Day 4: Suðuroy Island and Sumba, Faroe Islands
Suðuroy Island, Faroes, is famed for its dramatic cliffs towering over the North Atlantic. It’s a paradise for bird, including northern fulmars, European storm petrels, European shags, black-legged kittiwakes, Atlantic puffins, common guillemots, and black guillemots. The village of Sumba, population 239, occupied since the seventh century, is a stronghold of Faroese chain dancing. Hiking is excellent in the foothills of nearby Beinisvøro Mountain, affording spectacular, panoramic views of the region.
Day 5: Tórshavn, Faroe Islands
Tórshavn, literally “Thor’s harbour,” is the Faroe Islands’ capital and largest town, with a population of 19,000. A former Viking trading centre, Tórshavn is a splendid little city to explore. The National Art Gallery is a treasure, surrounded by gorgeous grounds with walking trails. Nordic House is a must, widely considered the finest example of architecture in Scandinavia.

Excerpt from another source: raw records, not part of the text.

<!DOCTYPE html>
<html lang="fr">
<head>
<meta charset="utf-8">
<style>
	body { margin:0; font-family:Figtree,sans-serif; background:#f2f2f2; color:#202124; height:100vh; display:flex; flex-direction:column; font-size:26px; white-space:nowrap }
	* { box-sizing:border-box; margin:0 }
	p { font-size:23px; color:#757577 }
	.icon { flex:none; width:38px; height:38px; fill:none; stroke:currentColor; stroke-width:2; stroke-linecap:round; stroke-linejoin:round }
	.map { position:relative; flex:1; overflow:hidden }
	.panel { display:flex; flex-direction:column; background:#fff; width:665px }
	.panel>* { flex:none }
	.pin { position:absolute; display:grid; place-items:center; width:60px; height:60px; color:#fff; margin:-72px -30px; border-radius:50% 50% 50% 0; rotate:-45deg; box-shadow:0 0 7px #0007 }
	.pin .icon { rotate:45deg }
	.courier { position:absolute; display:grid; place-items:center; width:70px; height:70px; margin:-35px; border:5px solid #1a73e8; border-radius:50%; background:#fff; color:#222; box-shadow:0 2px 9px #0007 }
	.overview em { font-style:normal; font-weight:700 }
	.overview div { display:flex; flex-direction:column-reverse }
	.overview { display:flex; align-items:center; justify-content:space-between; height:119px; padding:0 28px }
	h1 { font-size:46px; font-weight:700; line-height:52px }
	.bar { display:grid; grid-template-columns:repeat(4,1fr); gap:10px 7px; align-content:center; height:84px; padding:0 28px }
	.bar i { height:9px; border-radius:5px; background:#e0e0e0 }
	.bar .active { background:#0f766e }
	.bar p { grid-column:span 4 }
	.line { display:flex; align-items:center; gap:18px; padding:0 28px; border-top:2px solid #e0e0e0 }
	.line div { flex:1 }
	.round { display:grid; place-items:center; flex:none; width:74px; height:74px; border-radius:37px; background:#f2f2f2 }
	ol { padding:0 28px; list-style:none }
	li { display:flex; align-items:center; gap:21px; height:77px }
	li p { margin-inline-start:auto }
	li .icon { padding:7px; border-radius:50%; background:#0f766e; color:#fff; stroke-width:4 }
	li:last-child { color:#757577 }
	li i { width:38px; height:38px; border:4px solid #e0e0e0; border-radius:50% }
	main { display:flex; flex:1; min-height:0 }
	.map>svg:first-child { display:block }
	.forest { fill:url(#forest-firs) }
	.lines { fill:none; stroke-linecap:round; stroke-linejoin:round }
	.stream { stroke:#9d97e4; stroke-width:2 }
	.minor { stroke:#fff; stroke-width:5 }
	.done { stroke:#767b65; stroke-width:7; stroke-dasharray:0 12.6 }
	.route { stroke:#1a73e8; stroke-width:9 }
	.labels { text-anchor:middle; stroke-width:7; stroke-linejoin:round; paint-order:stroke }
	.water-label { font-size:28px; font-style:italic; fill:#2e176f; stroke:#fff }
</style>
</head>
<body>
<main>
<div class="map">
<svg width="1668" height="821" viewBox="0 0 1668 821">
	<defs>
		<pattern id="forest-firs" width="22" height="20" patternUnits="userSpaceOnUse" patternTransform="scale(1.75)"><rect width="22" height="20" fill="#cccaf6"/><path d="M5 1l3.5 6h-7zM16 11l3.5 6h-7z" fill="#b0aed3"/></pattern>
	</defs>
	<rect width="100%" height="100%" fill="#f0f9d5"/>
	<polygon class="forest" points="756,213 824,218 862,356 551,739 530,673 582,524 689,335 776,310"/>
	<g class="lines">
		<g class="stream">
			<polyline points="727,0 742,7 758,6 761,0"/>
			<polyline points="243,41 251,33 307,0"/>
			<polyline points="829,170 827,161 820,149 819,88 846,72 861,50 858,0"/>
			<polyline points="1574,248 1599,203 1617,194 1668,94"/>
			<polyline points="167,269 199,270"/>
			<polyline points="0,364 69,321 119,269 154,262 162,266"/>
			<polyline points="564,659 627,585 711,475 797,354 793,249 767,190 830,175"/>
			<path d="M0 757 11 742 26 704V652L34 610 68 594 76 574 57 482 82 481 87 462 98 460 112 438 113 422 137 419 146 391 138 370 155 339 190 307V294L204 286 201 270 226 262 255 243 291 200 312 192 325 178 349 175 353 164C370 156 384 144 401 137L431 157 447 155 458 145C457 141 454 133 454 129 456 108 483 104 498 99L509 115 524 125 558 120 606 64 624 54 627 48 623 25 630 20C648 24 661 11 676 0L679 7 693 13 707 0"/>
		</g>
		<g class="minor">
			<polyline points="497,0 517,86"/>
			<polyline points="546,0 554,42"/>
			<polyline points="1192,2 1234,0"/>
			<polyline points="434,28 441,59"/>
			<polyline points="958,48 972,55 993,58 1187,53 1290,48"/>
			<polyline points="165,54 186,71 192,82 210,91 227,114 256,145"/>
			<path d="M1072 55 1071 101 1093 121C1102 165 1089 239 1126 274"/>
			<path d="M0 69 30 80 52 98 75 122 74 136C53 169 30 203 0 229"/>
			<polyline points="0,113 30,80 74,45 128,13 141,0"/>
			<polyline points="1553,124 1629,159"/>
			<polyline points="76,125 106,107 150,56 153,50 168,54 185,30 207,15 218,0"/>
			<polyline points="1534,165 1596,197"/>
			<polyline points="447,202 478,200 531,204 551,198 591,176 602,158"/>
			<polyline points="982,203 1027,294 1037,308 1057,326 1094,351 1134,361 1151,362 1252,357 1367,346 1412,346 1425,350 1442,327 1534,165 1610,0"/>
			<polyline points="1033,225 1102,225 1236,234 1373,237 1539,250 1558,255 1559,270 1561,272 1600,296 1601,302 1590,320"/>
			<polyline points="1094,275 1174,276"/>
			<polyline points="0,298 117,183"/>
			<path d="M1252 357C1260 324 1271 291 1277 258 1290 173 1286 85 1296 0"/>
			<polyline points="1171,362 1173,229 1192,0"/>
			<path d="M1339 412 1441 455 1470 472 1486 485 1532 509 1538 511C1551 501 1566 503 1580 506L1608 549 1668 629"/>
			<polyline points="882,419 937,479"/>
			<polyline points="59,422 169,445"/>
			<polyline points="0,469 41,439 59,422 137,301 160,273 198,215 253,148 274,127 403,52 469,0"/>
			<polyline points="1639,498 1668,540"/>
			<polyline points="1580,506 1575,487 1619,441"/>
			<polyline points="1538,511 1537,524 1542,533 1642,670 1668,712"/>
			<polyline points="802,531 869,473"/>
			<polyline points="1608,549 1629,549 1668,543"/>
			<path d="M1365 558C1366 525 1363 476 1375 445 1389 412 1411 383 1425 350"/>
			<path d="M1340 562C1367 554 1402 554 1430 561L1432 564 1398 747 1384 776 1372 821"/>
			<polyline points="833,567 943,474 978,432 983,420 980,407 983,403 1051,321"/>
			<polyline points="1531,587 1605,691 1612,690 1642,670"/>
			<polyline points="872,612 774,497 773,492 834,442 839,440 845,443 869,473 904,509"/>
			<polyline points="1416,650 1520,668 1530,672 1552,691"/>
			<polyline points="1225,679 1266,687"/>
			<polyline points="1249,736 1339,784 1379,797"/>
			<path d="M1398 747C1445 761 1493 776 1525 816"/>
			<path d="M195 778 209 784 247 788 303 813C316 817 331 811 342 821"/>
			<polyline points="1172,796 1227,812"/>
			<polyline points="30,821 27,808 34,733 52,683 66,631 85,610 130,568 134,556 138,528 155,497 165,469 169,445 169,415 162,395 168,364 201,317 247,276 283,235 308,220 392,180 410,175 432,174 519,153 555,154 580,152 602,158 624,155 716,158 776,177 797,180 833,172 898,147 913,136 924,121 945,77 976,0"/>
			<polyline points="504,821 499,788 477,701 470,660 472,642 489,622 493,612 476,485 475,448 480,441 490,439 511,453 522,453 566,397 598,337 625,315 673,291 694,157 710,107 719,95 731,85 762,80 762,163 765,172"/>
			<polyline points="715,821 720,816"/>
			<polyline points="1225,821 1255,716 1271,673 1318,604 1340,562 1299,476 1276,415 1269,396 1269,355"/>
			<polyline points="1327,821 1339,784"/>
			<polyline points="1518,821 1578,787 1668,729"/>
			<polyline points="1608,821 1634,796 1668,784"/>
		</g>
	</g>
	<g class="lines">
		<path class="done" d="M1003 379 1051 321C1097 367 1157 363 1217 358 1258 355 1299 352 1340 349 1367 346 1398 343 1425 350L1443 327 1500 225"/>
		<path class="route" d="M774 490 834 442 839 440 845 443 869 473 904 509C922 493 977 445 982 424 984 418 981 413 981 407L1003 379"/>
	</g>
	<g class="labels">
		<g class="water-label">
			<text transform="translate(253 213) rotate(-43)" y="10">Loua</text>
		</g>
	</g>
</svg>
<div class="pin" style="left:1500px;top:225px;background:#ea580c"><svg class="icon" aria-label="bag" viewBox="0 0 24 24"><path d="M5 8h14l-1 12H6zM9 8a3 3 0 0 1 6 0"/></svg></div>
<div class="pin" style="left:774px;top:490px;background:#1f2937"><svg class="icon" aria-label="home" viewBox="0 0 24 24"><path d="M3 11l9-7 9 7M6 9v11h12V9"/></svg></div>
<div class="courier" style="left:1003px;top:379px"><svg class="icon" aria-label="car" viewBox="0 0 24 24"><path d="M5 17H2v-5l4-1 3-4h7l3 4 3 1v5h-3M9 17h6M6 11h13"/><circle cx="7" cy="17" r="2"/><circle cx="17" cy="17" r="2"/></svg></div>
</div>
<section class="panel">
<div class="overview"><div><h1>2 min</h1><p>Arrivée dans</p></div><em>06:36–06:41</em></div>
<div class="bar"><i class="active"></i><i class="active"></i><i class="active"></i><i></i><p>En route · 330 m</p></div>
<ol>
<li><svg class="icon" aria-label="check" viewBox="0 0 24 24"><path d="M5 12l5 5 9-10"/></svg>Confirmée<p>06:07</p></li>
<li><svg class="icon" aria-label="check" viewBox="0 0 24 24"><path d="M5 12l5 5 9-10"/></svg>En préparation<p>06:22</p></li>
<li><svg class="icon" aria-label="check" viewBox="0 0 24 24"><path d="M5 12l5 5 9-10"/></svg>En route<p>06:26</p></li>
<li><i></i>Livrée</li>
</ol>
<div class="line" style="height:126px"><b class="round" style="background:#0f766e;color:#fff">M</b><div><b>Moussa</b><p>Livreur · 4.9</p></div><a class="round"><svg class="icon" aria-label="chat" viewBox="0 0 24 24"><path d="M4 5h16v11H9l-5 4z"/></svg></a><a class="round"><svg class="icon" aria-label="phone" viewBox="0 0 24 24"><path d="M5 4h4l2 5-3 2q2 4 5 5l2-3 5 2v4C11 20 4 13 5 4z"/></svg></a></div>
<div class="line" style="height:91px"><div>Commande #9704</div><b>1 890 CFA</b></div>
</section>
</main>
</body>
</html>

Torshavn offers excellent shopping and handicrafts, restaurants and pubs, and a cathedral dating 1788.
Day 6-7: Western Faroe Islands
The northwestern shores of Eysturoy and Streymoy islands are beyond spectacular. Hiking, birding and photography are outstanding. Charming villages connected by high-tech tunnels through mountains and beneath the ocean floor are a unique and startling feature of Faroese life. The spectacular waterfall at Gásadalur is reached through one such tunnel—but look for the old switchback trail over the mountain, once used by the local postman!
Day 8: Mykines Island
Mykines is the westernmost of the Faroes and a geological marvel. Great columns of balsalt (called the Stone-wood) tower thirty metres above the ocean. On the western end of the island, connected by a forty-metre footbridge, is the islet Mykinshólmur, famed for its sea stacks and a lighthouse dating to 1909. Mykines has been identified as an Important Bird Area by BirdLife International for its large numbers of puffins and gannets, guillemots, razorbills, northern fulmurs, Manx shearwaters, European storm petrels, European shags, and black-legged kittiwakes.
Day 9: At Sea
Today we will enjoy a day at sea! With onboard education and time spent on-deck, we will keep our eyes open for marine wildlife and seabirds!

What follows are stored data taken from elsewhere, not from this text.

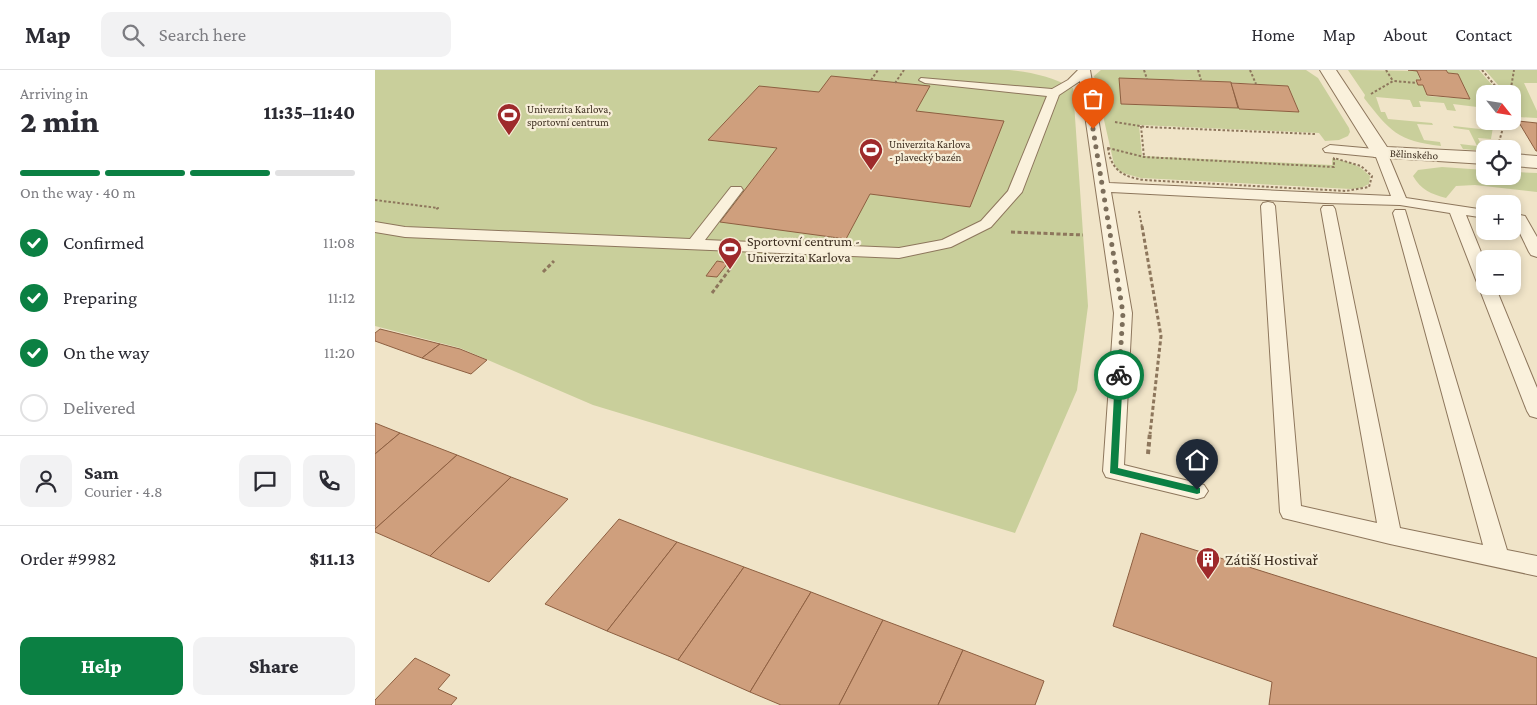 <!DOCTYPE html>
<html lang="en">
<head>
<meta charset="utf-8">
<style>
	body { margin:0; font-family:"Crimson Pro",serif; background:#f2f2f3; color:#2b2b33; height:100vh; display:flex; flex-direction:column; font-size:19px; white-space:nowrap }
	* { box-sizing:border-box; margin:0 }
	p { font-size:16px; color:#7c7c81 }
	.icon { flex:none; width:28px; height:28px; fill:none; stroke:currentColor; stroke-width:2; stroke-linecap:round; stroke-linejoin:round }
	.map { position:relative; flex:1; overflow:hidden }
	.sheet { display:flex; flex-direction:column; background:#fff; width:375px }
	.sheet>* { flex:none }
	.needle { width:32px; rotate:120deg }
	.fabs { position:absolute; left:1101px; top:15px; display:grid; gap:10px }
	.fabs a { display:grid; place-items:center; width:45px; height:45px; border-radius:10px; background:#fff; box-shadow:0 2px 8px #0003; font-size:25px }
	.pin { position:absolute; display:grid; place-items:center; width:42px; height:42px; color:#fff; margin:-51px -21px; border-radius:50% 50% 50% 0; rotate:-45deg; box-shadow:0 0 5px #0007 }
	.pin .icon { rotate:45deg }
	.courier { position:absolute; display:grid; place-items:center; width:50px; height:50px; margin:-25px; border:4px solid #0b8043; border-radius:50%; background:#fff; color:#222; box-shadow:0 1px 6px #0007 }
	.headline em { font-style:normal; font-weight:800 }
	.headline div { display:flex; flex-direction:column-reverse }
	.headline { display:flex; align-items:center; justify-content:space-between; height:85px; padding:0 20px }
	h1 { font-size:32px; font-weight:800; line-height:38px }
	.bar { display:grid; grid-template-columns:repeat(4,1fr); gap:8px 5px; align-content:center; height:60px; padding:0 20px }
	.bar i { height:6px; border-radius:4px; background:#e1e1e2 }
	.bar .on { background:#0b8043 }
	.bar p { grid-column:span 4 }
	.line { display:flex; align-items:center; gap:12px; padding:0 20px; border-top:1px solid #e1e1e2 }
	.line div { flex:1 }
	.round { display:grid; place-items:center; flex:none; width:52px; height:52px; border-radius:10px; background:#f2f2f3 }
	ol { padding:0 20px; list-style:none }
	li { display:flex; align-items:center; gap:15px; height:55px }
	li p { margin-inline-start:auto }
	li .icon { padding:5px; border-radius:50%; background:#0b8043; color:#fff; stroke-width:4 }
	li:last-child { color:#7c7c81 }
	li i { width:28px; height:28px; border:2px solid #e1e1e2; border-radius:50% }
	.primary-button { display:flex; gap:10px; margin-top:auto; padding:10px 20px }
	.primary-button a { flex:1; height:58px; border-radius:10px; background:#0b8043; color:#fff; font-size:20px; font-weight:800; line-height:58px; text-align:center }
	.primary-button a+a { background:#f2f2f3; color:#2b2b33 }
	header { display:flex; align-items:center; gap:30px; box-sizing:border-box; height:70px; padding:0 25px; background:#fff; border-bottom:1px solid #e1e1e2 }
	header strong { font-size:24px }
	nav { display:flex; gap:28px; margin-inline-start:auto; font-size:18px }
	.search { width:350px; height:45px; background:#f2f2f3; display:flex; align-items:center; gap:12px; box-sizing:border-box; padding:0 18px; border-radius:10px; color:#7c7c81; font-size:19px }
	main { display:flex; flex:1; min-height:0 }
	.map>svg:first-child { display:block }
</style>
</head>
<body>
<header>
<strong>Map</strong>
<div class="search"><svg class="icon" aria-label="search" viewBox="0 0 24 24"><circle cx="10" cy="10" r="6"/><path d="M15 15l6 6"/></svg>Search here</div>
<nav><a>Home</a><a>Map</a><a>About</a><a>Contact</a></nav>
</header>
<main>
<section class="sheet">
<div class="headline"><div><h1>2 min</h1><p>Arriving in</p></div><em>11:35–11:40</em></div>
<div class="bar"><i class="on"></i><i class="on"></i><i class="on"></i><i></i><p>On the way · 40 m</p></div>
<ol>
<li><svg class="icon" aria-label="check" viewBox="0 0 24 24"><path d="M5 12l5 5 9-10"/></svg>Confirmed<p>11:08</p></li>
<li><svg class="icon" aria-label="check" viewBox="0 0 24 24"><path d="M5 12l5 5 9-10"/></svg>Preparing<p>11:12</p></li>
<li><svg class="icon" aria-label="check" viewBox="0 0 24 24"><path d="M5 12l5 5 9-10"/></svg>On the way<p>11:20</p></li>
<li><i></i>Delivered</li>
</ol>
<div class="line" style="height:90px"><a class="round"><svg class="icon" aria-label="person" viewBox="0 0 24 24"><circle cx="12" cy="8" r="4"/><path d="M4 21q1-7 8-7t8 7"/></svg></a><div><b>Sam</b><p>Courier · 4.8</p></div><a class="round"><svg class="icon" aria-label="chat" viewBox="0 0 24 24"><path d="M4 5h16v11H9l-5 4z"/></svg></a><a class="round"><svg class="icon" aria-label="phone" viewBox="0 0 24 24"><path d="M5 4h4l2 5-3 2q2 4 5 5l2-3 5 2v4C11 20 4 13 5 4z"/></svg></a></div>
<div class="line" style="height:65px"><div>Order #9982</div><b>$11.13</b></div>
<div class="primary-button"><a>Help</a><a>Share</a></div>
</section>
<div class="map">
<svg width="1162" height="635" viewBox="0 0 1162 635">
	<rect width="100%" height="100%" fill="#f0e4c8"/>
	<!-- green -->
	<g fill="#c9cf9b" fill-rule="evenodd">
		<path d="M0,0H634C657,2 677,7 698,18L713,236L702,320L640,463L218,335L85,278L0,256Z"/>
		<path d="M726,0H931L943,8L974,58L975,62L973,66L964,70L950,71L944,63L764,55L767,86L957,95V88L976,93L986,98L995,106L994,114L986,118L976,119L766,108L751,104L744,101L739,94L719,6ZM800,9L913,16L924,42L864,39L863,38L746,34Z"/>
		<path d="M973,0L1042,1L1045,10H1040L1043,15H1048L1052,26L1095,29L1083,4L1073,3L1071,0H1104L1124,23L1125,17L1110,0H1162V13H1149L1162,41V48L1143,47L1138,32V24H1110V38L1078,34L1081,41L1072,40L1069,33L1044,31L1046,37H1038L1035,30L1001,27L1006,42H1010L1013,49L1057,53L1058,55L1042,54L1049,70L1065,72L1066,76C1022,71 1015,61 989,28L990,25Z"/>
		<polygon points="1119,51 1116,69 1103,68 1109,81 1088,79 1085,74 1102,76 1094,60 1079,58 1078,56 1114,60 1111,53 1118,54"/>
		<path d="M1067,97L1110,100V106H1138V102L1162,103V122L1100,115L1081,116L1071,128C1056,124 1046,120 1038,106L1043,100Z"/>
	</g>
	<!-- building -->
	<g fill="#cf9f7d" stroke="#8d5f41">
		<polygon points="1033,0 1071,0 1073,3 1083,4 1095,29 1052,25 1048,15 1043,15 1041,10 1046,10 1042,1"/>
		<polygon points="456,6 555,16 541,41 629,51 595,137 495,124 471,169 345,152 402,78 333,70 384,16 444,22"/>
		<polygon points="744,8 856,12 863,38 746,34"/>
		<polygon points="856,13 913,16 924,42 864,39"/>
		<polygon points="1143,51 1162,53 1162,81 1161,81"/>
		<polygon points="342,191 353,193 342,207 331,206"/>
		<polygon points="5,259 65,274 47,288 0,271 0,263"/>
		<polygon points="65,274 85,279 112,290 96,304 47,288"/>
		<polygon points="0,353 25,363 0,384"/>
		<polygon points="25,363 82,385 0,459 0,384"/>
		<polygon points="82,385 136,407 55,486 0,462 0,459"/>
		<polygon points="136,407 193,429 114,512 55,486"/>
		<polygon points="244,449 302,472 232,561 170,534"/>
		<polygon points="766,463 1162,588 1162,635 894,635 897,612 738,556"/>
		<polygon points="302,472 369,497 303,590 232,561"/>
		<polygon points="369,497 436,522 375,622 303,590"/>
		<polygon points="436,522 508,550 464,635 406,635 375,622"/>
		<polygon points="508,550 588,580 563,635 464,635"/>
		<polygon points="588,580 669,611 660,635 563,635"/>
		<polygon points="40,588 75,605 63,619 82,628 76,635 0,635 0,630"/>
	</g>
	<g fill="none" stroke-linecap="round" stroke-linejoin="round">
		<!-- lane casing -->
		<g stroke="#8d765c" stroke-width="2">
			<g id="lane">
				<polygon points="703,0 715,0 734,113 1016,126 1001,87 950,82 948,79 955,75 1011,80 1031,128 1110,140 1110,148 1091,145 1110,192 1110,216 1120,216 1162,318 1162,348 1155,346 1152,341 1075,143 1025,135 950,133 736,122 757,243 749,395 822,413 829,415 833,421 829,427 822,429 731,407 728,401 739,243 705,11 684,25 647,122 616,157 576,177 524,188 30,167 0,162 0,152 30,157 315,169 356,117 366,117 368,120 330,170 524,178 567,170 606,151 633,121 672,26 550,13 544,10 546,8 677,19 693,10"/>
				<polygon points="893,132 898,133 900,136 926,436 1002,453 946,139 948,136 958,136 960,139 1025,458 1108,475 1018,143 1020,140 1030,140 1132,480 1162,486 1162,506 1015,474 908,448 905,442 886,136 888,133"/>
				<polygon points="1145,145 1150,146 1162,167 1162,187 1156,185 1154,182 1138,149 1140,146"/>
			</g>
		</g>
		<!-- street casing -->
		<g stroke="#8d765c" stroke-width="2">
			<g id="street">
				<polygon points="945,0 961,0 1012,77 1110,82 1110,94 999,87"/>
				<polygon points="1138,84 1162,86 1162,98 1138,96"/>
			</g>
		</g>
		<!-- path-far2 -->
		<g stroke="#8d765c" stroke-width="2" stroke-dasharray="2.5 2" stroke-linecap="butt">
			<polyline points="769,0 772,9"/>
			<polyline points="823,0 826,10"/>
			<polyline points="875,0 881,14"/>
			<polyline points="1011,0 1018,11"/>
			<polyline points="1107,0 1127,24"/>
			<polyline points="496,10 503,0"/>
			<polyline points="520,13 529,0"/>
			<polyline points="996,24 1018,11 1042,13"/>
			<polyline points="1135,24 1139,0"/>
			<polyline points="740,52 771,57 940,64"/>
			<polyline points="766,56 769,87"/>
			<polyline points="1124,72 1130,51"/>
			<path d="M733,78L769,87L959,97V88L986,96L997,106L994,117L971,121L769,110C748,107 736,100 733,78Z"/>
			<polyline points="0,130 63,138 60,140"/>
			<polyline points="764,141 767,157"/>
		</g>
		<!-- path-far1 -->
		<g stroke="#8d765c" stroke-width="3" stroke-dasharray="4 2.5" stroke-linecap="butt">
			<polyline points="767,156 786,266 775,364"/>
			<polyline points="636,162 708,165"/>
			<polyline points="168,202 179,191"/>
			<polyline points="337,223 355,199"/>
		</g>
		<!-- path -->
		<polyline stroke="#8d765c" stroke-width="4" stroke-dasharray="4.5 3" stroke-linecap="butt" points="773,384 775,362"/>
		<!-- lane -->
		<use href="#lane" fill="#faf1dc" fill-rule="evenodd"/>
		<!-- street -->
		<use href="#street" fill="#faf1dc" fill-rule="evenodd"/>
	</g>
	<!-- route -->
	<polygon fill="#0b8043" points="744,302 748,305 743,398 822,417 825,418 825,423 822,424 735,403 740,305"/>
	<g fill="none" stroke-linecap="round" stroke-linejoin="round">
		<!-- done -->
		<polyline stroke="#7c6e5b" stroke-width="5" stroke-dasharray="0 9" points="718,59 748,243 744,305"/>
	</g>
	<!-- icons -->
	<defs>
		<g id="stadium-pin" transform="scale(1.25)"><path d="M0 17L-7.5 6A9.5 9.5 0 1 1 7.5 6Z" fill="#9e2a2b" stroke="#f7eed8"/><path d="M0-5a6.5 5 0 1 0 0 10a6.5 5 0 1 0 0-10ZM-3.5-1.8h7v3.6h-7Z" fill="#fff"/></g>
		<g id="building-pin" transform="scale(1.25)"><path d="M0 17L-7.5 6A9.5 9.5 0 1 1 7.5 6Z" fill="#9e2a2b" stroke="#f7eed8"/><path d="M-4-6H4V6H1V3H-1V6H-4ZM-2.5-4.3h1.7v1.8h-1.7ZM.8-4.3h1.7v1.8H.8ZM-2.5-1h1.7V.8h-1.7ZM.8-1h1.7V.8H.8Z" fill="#fff"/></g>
	</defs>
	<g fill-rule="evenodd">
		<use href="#stadium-pin" x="134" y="45"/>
		<use href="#stadium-pin" x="496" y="80"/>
		<use href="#stadium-pin" x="355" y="179"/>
		<use href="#building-pin" x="833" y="489"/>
	</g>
	<g text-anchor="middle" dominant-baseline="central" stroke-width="4.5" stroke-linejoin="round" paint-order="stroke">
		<!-- far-poi labels -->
		<g font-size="11" fill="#3d2e20" stroke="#f7eed8" text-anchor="start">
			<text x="152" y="39">Univerzita Karlova,<tspan x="152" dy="13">sportovní centrum</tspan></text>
			<text x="514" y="74">Univerzita Karlova<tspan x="514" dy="13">- plavecký bazén</tspan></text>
		</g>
		<!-- far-street labels -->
		<g font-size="11" fill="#3d2e20" stroke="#f7eed8">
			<text transform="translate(1039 84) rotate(3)">Bělinského</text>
		</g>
		<!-- poi labels -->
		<g font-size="14" fill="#3d2e20" stroke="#f7eed8" text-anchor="start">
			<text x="372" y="171">Sportovní centrum -<tspan x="372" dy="16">Univerzita Karlova</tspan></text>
		</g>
		<!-- near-poi labels -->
		<g font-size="16" fill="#3d2e20" stroke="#f7eed8" text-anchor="start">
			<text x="850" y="489">Zátiší Hostivař</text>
		</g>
	</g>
</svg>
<div class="fabs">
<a><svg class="needle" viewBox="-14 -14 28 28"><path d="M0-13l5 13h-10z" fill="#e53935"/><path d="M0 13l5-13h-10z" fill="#7c7c81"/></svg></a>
<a><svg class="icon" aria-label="locate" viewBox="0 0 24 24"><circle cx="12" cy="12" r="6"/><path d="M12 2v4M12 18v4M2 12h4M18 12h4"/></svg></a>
<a>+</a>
<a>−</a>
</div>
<div class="pin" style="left:718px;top:59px;background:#ea580c"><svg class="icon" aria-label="bag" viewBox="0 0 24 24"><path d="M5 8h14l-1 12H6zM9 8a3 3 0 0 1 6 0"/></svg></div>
<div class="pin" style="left:822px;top:420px;background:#1f2937"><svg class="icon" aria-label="home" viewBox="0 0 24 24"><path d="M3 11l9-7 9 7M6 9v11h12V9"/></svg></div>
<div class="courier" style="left:744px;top:305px"><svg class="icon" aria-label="bike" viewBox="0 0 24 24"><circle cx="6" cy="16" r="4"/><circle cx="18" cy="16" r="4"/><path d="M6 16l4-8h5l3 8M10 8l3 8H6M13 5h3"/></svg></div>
</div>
</main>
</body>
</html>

Day 10: Heimaey, Vestmannaeyjar (Westman Islands)
Vestmannaeyjar lies off the south coast of Iceland and comprises fourteen islands, numerous rocks and skerries. Only the largest island, Heimaey, is inhabited.
Numerous species of seabirds, including the famous puffin, nest in the steep rock faces along the ocean cliffs. The volcanically active area has seen two major eruptions in recent times: the formation of the island of Surtsey in 1963, and the Eldfell eruption ten years later that destroyed much of Heimaey and nearly blocked its harbour.
Day 11 | Reykjavík
Reykjavík, “steamy bay”, is a cosmopolitan capital city on the site of what is believed to be the first permanent settlement in Iceland, established in AD 874. Entirely powered by geothermal energy, Reykjavik is among the cleanest, greenest, and safest cities in the world.
Night life, cuisine and culture are vibrant here during the summer months, when locals and visitors alike make the most of the midnight sun. The Culture House promotes Icelandic national heritage, including treasures like the Poetic Edda, and the Norse Sagas in their original manuscripts. Today we will disembark Ocean Endeavour and journey home!